Katrin stayed silent.
“Did you tell him the whole truth?”
Katrin looked at Erlendur. He sensed she was preparing to resist. A few moments passed and then he saw how her lips gave in. Her shoulders sank, she closed her eyes, she half collapsed in the chair and burst into tears. Elinborg glared at Erlendur but he just watched Katrin in the chair and gave her time to collect herself.
“Did you tell him about Einar?” he asked again when he thought she had managed to pull herself together.
“He didn’t believe it,” she said.
“That Einar wasn’t his son?” Erlendur said.
“They’re particularly close, Einar and Albert, they always have been. Ever since he was born. Albert loves his other two sons as well, of course, but especially Einar. Right from the start. He’s the youngest child and Albert’s pampered him.”
Katrin paused.
“Maybe that’s why I never said anything. I knew Albert wouldn’t be able to stand it. The years went by and I pretended there was nothing amiss. Never said a thing. And it worked. Holberg had left a wound and why not let it heal in peace? Why should he be able to destroy our future together? To ignore it was my way of dealing with the horror.”
“Did you know at once that Einar was Holberg’s son?” Elinborg asked.
“He could well have been Albert’s son.”
Katrin fell silent again.
“But you saw it in his face,” Erlendur said.
Katrin looked at him.
“How do you know all this?”
“He looks like Holberg, doesn’t he?” Erlendur said. “Holberg as a young man. A woman saw him in Keflavik and thought it was Holberg himself.”
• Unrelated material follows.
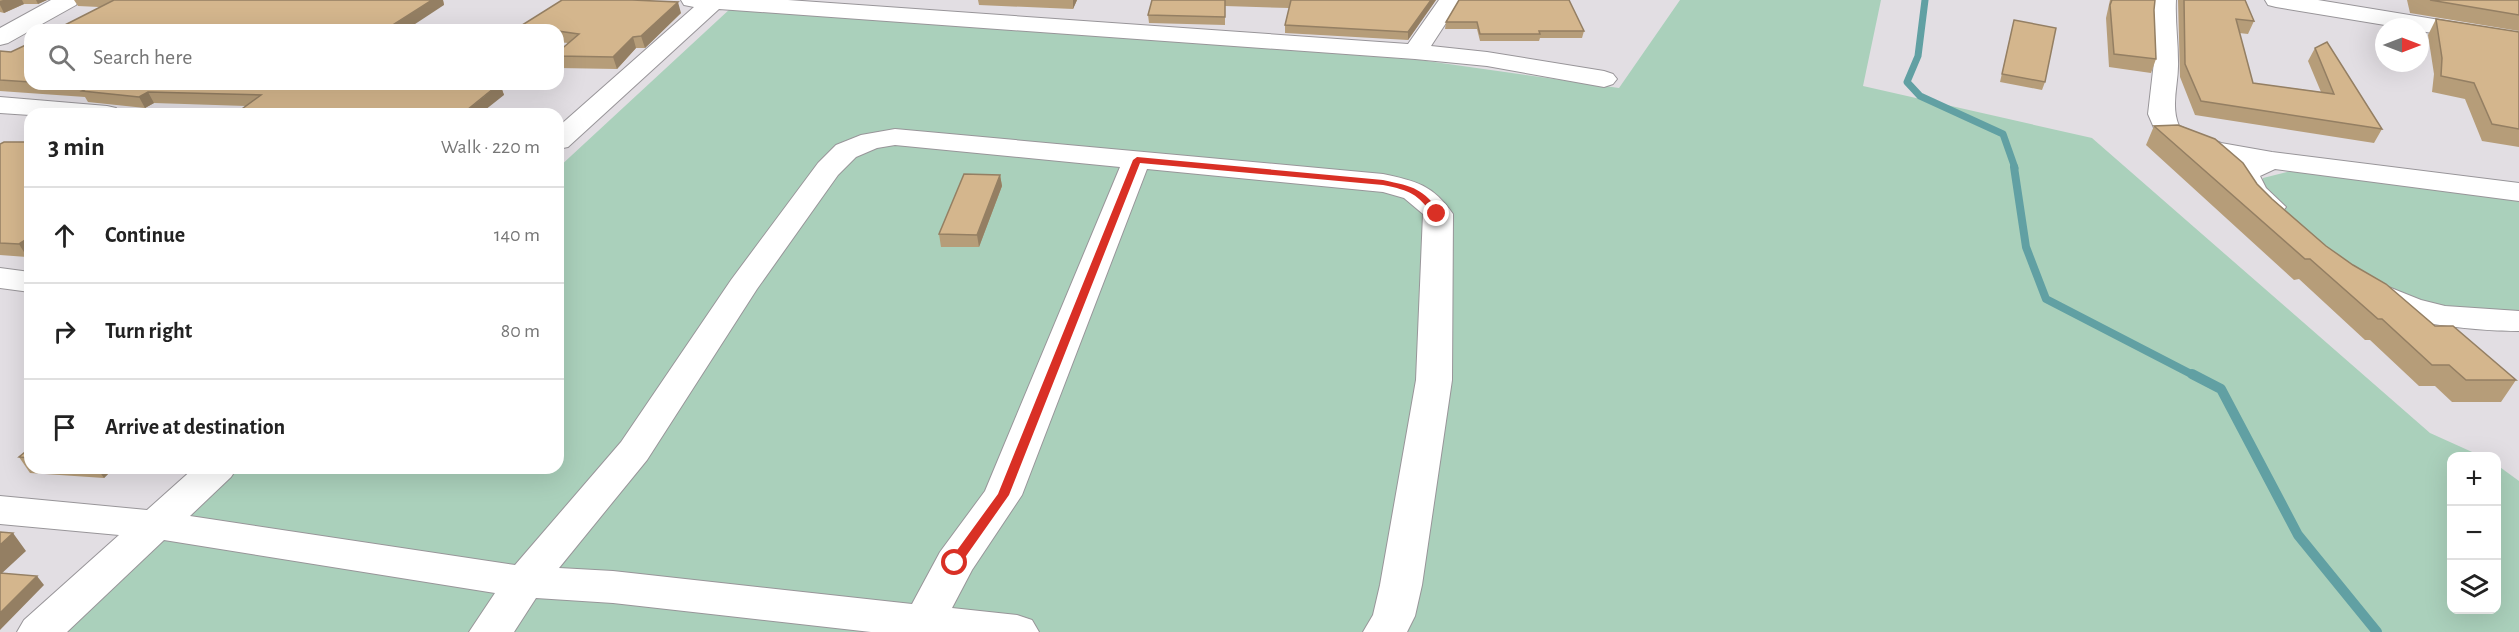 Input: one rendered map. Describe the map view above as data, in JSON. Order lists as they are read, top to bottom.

“There’s a certain resemblance between them.”
“If you never told your son anything and your husband didn’t know about Einar, why this big showdown now between you and Albert? What started it?”
“What woman in Keflavik?” Katrin said. “What woman who lives in Keflavik knows Holberg? Did he live with a woman there?”
“No,” Erlendur said, wondering whether he ought to tell her about Kolbrun and Audur. She’d hear about them sooner or later and he couldn’t see any valid reason for Katrin not to learn the truth now. He’d already told her about the rape in Keflavik, but now he named Holberg’s victim and told her about Audur, who died young after a serious and difficult illness. He told her how they’d found the photograph of the gravestone in Holberg’s desk and how it had led them to Keflavik and to Elin, and he told of the treatment Kolbrun had been given when she tried to press charges.
Katrin took in every word of the account. Tears welled up in her eyes when Erlendur told her about Audur’s death. He also told her about Gretar, the man with the camera, whom she’d seen with Holberg, and how he vanished without trace, but had been found underneath the concrete floor of Holberg’s basement flat.
“Is that all the fuss in Nordurmyri that’s been in the news?” Katrin said.
Erlendur nodded.
“I didn’t know Holberg raped any other women. I thought I was the only one.”
“We know only about you two,” Erlendur said. “There could be others. We can’t be sure we will ever know.”
“So Audur was Einar’s half-sister,” Katrin said, deep in thought. “The poor child.”
“Are you sure you didn’t know about this?” Erlendur asked.
“Of course I’m sure,” she said. “I didn’t have the faintest idea about it.”